Retail, Writing

Identity Crisis-The problems with retail in India.

SERVICE with a practised scowl. Be it the cab driver, the mechanic who repairs your appliances, or your neighbourhood retailer, in India, it is difficult to get service with anything that approximates a smile. It isn’t as if service standards are uniformly bad by themselves — the home delivery system that retailers employ is an astonishingly efficient provider of added value at zero cost. The larger issue is the manner in which the service is doled out. There is an air of studied tetchiness, mixed with one of advertised indifference that darkens interactions with the members of the trading community. Answers consist of long pauses that culminate in a mumbled monosyllable; eye contact is fleeting and a frown, permanent.

Where does this come from? It isn’t as if the retailers are wealthy enough not to care — this attitude is visible in the smallest of kiosks. It has probably more to do with the meaning that service represents in our social framework. The idea of impersonal service is perhaps not a natural one for us. Far too often, service becomes uncomfortably close to the notion of servility. We are more than willing to bend within the framework of defined social relationships. To the known customer, service is provided with exaggerated niceness, and often money is refused. To one’s social superior, we are happy to be nauseatingly servile; the hierarchy demands that, and we are happy to comply. It is when we are faced with a disembodied customer who is just a unit of transaction that we have a problem. Here, we go out of our way to communicate that we are just doing our jobs. Extreme care is taken to signify that ‘I am not part of the product I sell — I am separate.’

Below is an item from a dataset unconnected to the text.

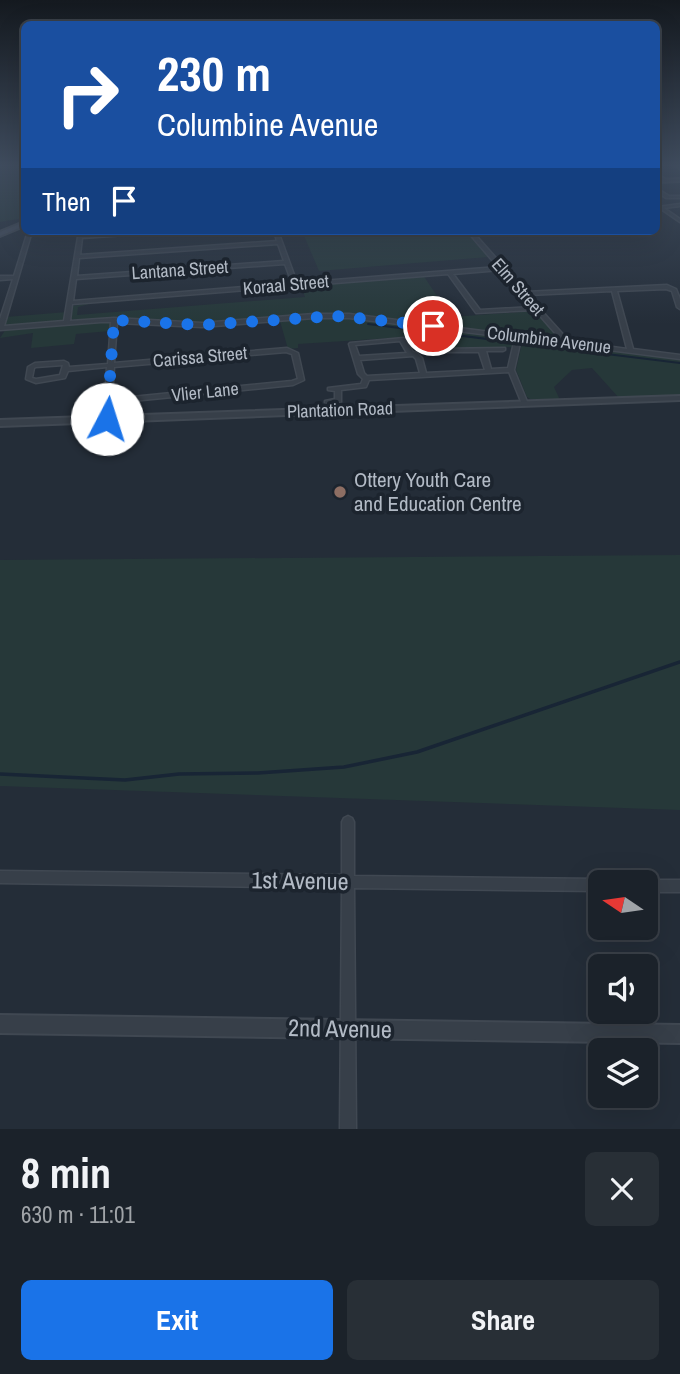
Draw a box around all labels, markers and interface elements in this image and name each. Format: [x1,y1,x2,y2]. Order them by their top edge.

This is perhaps the reason why those actions that do not involve the retailer, like home delivery, are easier to execute than the ones that do. Tellingly, the best service across India is provided by the ubiquitous ‘Chhotu’; the child who is seen to have no right to the prickliness of adult masculine pride. Chhotu can be ordered around, and no one minds.

Additionally, there is an element of wariness that informs all commercial transactions in India, which comes from a lurking fear that any sign of niceness is an invitation to be taken advantage of. The implicit mental model is adversarial, and hence, the guard is never dropped, even with the customer.

Things are changing, and will continue to do so. Today’s retailers are those who have largely been born into this occupation, and hence see it a definer of their identity — a reason why service is seen as a leakage of who they are. As being a retailer becomes less about identity and more about a good way to earn a living, consciously delivered service will come more naturally. These will get hastened as the younger generation, which has other sources of identity, steps into the shoes of their elders. In the meantime, scowl back.